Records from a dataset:
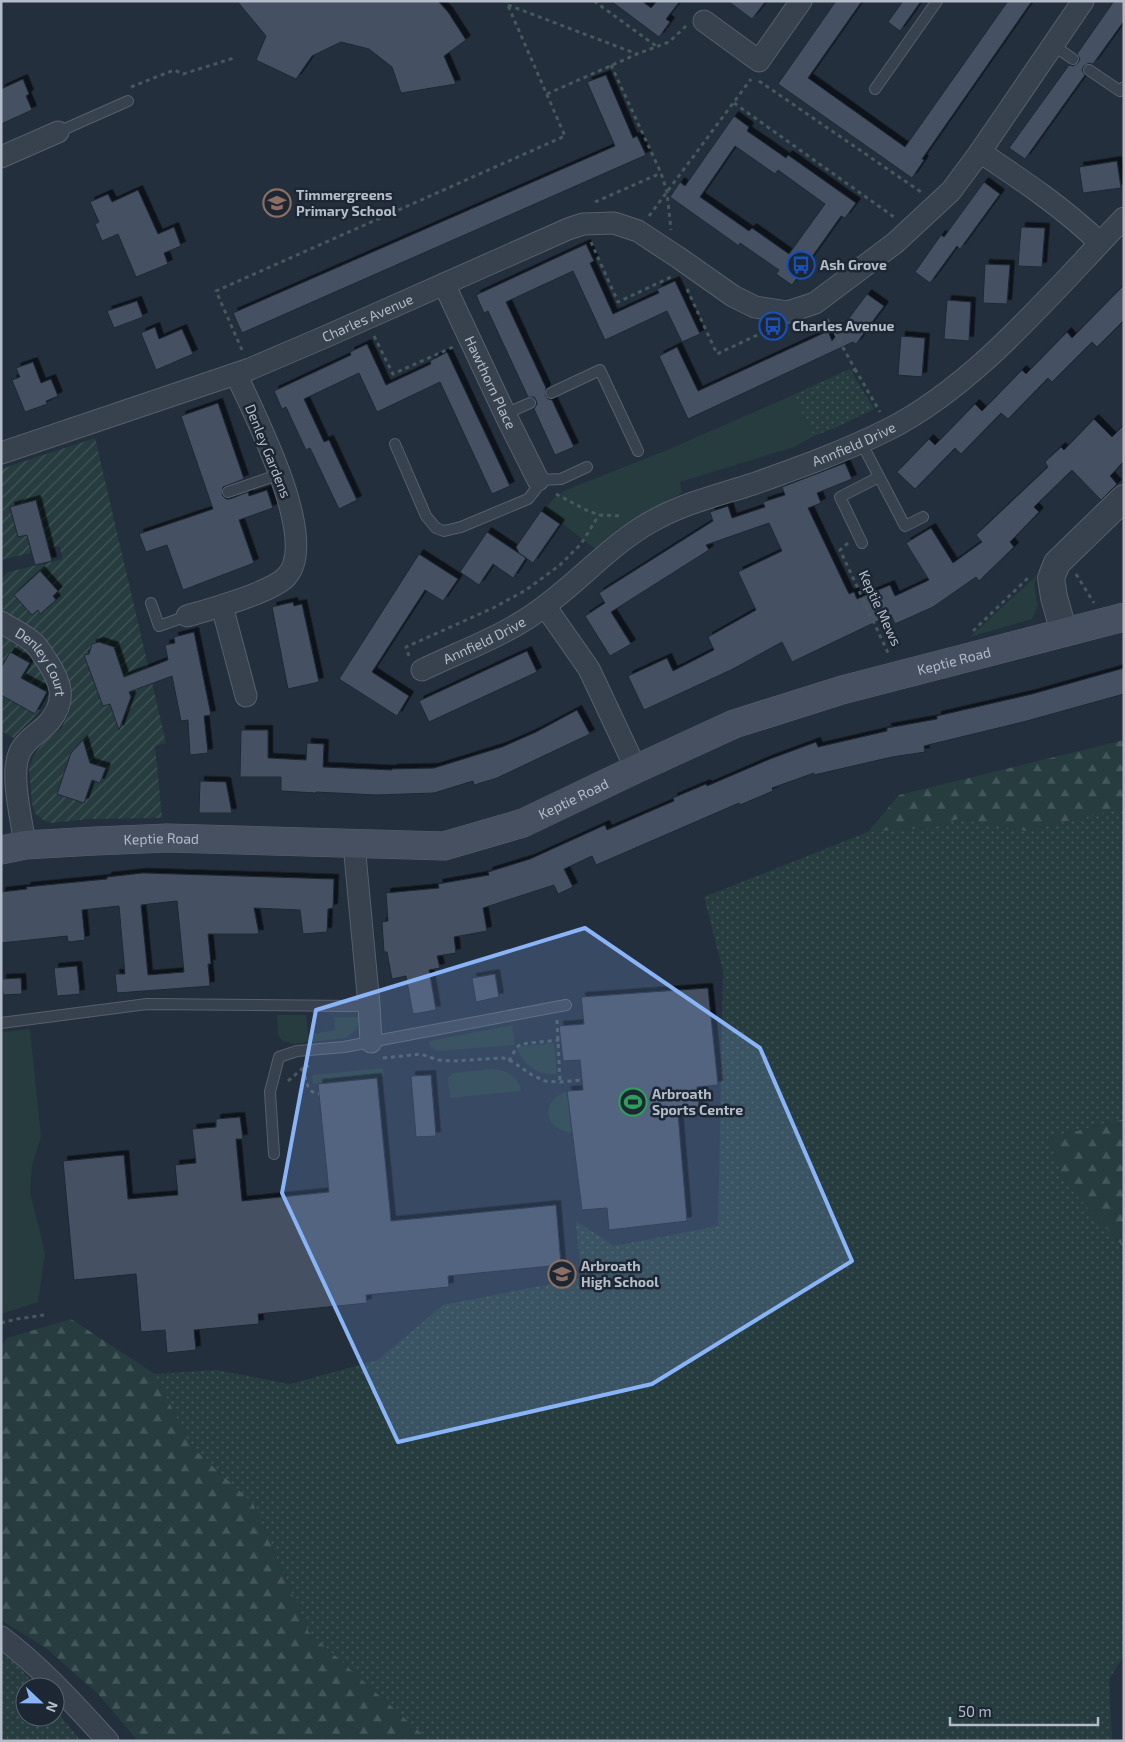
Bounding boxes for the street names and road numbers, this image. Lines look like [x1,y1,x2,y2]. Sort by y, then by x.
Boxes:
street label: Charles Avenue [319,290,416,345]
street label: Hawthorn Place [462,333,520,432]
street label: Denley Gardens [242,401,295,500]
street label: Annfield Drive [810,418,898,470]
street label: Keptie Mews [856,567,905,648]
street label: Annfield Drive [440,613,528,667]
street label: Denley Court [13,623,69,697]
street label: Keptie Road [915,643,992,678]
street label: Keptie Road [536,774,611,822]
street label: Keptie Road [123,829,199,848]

--

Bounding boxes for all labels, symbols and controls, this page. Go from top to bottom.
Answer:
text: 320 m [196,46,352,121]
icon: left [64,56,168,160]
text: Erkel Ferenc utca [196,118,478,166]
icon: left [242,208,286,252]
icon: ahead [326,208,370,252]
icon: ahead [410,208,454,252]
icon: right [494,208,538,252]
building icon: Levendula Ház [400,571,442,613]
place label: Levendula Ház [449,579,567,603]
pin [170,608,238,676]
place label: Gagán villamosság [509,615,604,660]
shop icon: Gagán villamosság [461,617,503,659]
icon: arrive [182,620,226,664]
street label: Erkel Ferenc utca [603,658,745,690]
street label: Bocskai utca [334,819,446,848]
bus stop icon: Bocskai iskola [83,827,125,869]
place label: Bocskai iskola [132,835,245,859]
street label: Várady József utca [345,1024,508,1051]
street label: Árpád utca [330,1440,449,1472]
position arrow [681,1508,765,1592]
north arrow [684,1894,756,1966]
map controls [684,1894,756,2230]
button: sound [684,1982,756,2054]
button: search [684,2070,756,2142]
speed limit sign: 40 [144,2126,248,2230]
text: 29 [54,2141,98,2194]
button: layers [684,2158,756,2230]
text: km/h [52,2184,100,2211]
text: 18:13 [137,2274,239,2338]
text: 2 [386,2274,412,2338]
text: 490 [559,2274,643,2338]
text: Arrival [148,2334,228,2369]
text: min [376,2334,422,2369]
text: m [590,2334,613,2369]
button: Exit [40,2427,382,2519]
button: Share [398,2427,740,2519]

...

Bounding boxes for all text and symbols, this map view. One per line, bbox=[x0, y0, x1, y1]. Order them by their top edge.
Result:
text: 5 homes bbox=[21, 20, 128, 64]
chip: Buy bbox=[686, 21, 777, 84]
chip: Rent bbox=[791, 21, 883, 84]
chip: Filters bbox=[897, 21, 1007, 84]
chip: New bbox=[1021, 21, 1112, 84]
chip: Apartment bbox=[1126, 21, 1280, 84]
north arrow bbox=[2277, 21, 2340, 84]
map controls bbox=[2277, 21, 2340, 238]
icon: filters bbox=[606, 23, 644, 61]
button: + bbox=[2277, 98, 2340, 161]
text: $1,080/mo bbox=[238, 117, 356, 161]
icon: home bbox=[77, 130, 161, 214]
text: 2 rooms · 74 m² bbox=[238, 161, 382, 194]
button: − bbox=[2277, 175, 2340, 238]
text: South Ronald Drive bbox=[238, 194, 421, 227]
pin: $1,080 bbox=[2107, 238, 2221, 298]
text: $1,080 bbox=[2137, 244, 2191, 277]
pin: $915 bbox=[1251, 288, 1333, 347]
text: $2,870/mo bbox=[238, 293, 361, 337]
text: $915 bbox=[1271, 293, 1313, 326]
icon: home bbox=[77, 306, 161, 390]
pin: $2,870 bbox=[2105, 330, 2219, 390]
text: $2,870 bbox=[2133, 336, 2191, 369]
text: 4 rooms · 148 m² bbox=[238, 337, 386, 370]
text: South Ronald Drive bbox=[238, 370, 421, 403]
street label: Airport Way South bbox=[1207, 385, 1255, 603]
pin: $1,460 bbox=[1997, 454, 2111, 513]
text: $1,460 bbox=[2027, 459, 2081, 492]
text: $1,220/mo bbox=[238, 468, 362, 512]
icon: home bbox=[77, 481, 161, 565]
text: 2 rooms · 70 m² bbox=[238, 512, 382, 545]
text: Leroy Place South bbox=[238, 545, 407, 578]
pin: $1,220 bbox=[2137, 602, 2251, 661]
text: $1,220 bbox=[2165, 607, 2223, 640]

### What is being asked
Bring together all lines in the records where the word "this" is found.

### Expected answer
Bounding boxes for the street names and road numbers, this image. Lines look like [x1,y1,x2,y2]. Sort by y, then by x.
Bounding boxes for all labels, symbols and controls, this page. Go from top to bottom.
Bounding boxes for all text and symbols, this map view. One per line, bbox=[x0, y0, x1, y1]. Order them by their top edge.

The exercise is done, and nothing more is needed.